From Sea to Shining Sea

RingsA very happy wedding day to Del Martin and Phyllis Lyon, who will marry today at 5:01 p.m. Pacific, after waiting over 50 years. Two other plaintiffs in the marriage case, Robin Tyler and Diane Olson, who got the ball rolling for the lawsuit when they were denied a marriage license at the Beverly Hills Courthouse in 2004, will also get their license tonight in the selfsame city. (Martin and Lyon will receive theirs in San Francisco from Mayor Gavin Newsom.)

Marriage is all over the news and likely to remain so all week. I particularly like this article on New York Governor David Patterson, and the straight people who are thanking him on behalf of their daughters and sons for his recognition of out-of-state wedded same-sex couples. I also think it’s cool that the California ruling is boosting the sales of a company that makes same-sex cake toppers. (The company was started several years ago by an African American woman who could not find a cake-couple for herself and her fiance, a Japanese American man.)

Lest we forget, too: marriage isn’t the solution for everyone. Read Nancy Polikoff’s well reasoned Beyond (Straight and Gay) Marriage: Valuing All Families under the Law for a look at why we also need to be thinking about recognizing other forms of committed relationships.

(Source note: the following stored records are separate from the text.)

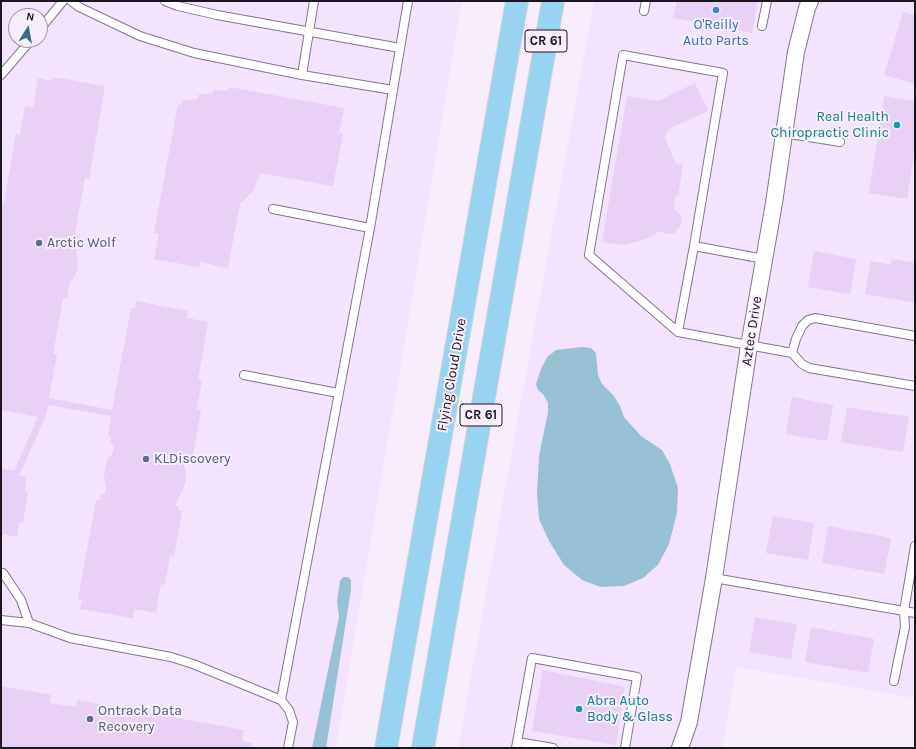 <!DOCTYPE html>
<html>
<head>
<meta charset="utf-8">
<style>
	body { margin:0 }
	#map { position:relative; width:916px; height:749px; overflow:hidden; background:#f7edfc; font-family:Karla,sans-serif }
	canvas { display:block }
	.frame { position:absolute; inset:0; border:2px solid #1c171f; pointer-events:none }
	.north { position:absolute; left:8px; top:8px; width:40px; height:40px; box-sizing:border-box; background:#f7edfc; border:1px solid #9f97a4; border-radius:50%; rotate:11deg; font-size:11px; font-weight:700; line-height:16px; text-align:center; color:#1c171f }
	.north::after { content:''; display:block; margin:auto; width:14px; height:18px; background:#326c85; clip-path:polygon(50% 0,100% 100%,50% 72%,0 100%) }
</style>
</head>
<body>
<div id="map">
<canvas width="916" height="749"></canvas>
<div class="frame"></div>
<div class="north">N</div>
</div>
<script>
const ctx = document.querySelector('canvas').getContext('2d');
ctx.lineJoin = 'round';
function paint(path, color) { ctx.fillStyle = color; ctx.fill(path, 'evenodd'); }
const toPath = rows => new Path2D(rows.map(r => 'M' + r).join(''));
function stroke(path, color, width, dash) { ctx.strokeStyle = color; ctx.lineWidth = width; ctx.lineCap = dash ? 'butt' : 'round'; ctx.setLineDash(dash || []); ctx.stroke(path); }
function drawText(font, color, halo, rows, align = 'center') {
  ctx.font = font + ' Karla,sans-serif'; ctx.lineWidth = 4; ctx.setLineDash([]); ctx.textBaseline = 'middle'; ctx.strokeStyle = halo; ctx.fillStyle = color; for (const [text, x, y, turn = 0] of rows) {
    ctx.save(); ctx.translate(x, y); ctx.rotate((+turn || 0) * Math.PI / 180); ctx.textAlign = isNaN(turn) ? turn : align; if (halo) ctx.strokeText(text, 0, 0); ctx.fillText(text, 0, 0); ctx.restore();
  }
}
paint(toPath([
	[3,1,462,1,336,748,1,748,1,4],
	[16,16,40,16,40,40,16,40],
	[594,1,915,1,915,698,736,667,722,748,458,748]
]), '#f4e3fc');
paint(toPath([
	[582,347,591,348,596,353,598,375,602,384,614,396,620,406,624,417,641,436,662,450,670,464,678,488,677,513,669,544,658,565,643,578,624,586,601,587,582,580,564,565,549,541,539,519,537,493,539,456,548,412,548,403,543,394,538,390,536,384,541,369,547,357,556,350],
	[343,577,348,577,351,580,351,589,326,748,312,748,339,617,337,601,340,581]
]), '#97c1d5');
paint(toPath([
	[677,1,758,1,752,33,673,18],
	[903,12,915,15,915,84,884,75],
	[53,77,105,86,89,179,85,178,75,234,79,235,76,252,78,260,78,268,75,276,70,282,67,299,63,298,53,354,57,355,49,398,112,410,131,308,135,308,136,301,188,311,187,318,208,322,198,380,202,380,197,409,201,410,193,456,188,455,188,458,184,458,183,462,186,473,185,484,175,506,179,507,178,510,182,511,174,557,170,556,165,585,161,584,156,613,134,609,133,618,80,609,82,600,78,599,96,500,100,500,101,494,105,494,106,486,104,477,105,469,107,460,113,453,114,445,110,444,112,437,108,436,111,416,48,405,45,418,19,476,27,477,25,492,28,493,23,523,19,522,17,537,3,534,1,539,1,468,14,471,38,417,1,410,1,206,3,207,16,134,20,135,25,106,33,107,38,78,52,81],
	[695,83,708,111,671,128,667,132,665,138,676,164,683,165,678,197,675,196,674,209,678,212,681,217,682,222,680,227,673,234,668,234,659,231,654,234,655,235,640,241,623,245,602,242,627,96,658,101],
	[229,87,344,108,339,133,343,134,333,186,260,173,253,191,240,204,228,268,200,262,199,267,154,259,159,233,154,233,178,104,181,105,182,101,197,99,198,95,213,93,214,90,228,91],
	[884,96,915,101,915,148,907,199,869,193],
	[814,251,856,259,850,294,808,287],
	[892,259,915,263,915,303,865,294,871,261,891,265],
	[792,397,833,405,827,441,786,434],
	[847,407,909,417,903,452,841,442],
	[773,516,814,523,808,560,766,553],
	[828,526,891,538,884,574,822,563],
	[755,617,797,624,791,659,749,652],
	[811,627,874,639,868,673,805,662],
	[543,670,625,687,616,745,532,731],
	[1,686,51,695,50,703,76,707,77,700,244,730,242,741,252,743,251,748,1,748]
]), '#e8d1f4');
const lane = toPath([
	[71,1,79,7,140,36,194,53,302,75,393,90,370,228,281,700,289,710,293,722,288,748],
	[165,1,178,6,217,15,400,48],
	[644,11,646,1],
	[762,26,767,1],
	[40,29,63,1],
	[1,75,31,40],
	[302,75,314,1],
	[393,90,408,1],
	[784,133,840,142],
	[273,209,370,228],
	[764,259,694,246,678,332,792,353,802,364,809,368,915,386],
	[678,332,589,255,623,55,723,73,694,246],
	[792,353,796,339,802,326,808,320,815,318,915,336],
	[244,375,338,393],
	[1,573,3,573,21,600,29,623],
	[714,578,904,611,915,546],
	[1,620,29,623,70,638,171,657,193,664,281,700],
	[894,681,905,627,904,611,915,613],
	[518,742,553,748],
	[516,748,532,658,637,677,625,748]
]);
const street = toPath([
	[680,748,689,722,714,578,749,346,774,203,796,52,807,8,810,1]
]);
const primary = toPath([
	[386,748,517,1],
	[423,748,553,1]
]);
stroke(lane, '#83758b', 10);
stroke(street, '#83758b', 18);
stroke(primary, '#d6d5d7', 24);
stroke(lane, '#fff', 8);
stroke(street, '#fff', 16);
stroke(primary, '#98d4f2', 22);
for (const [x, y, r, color] of [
	[716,10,4,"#3f7fe0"],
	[897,125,4,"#0f9aa8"],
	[39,243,4,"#5c6f8a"],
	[146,459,4,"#5c6f8a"],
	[579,709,4,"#0f9aa8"],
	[90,719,4,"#5c6f8a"]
]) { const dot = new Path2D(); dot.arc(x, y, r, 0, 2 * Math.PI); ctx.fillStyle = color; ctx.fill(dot); stroke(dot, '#f7edfc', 1.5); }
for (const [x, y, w] of [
	[546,41,42],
	[481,415,42]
]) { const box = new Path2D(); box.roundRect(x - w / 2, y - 11, w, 22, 3); ctx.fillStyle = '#f7edfc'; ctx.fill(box); stroke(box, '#1c171f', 1); }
drawText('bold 13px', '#1c171f', null, [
	["CR 61",546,41],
	["CR 61",481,415]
]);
drawText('14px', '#366cbe', '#f7edfc', [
	["O'Reilly",716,25],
	["Auto Parts",716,41]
]);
drawText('14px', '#0d838f', '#f7edfc', [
	["Real Health",889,117],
	["Chiropractic Clinic",889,133],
	["Abra Auto",587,701,"left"],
	["Body & Glass",587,717,"left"]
], 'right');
drawText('14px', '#4e5e75', '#f7edfc', [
	["Arctic Wolf",47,243],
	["KLDiscovery",154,459],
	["Ontrack Data",98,711],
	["Recovery",98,727]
], 'left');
drawText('14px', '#1c171f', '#f7edfc', [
	["Aztec Drive",752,331,-81],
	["Flying Cloud Drive",452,375,-80]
]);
</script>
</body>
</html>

Finally, the title of this post is very deliberate. It’s not just a comment on geography, but a nod to Katharine Lee Bates, author of “America the Beautiful,” who lived for 25 years with fellow Wellesley College professor Katherine Coman in what is commonly called a “Boston marriage.” (When students and alumnae sing this song at Wellesley, we always change the last line of the first verse to “. . . and crown thy good with sisterhood.”) As we move forward into a future of increasing equality, it’s good not to forget the past.

Congratulations to all the same-sex couples about to marry!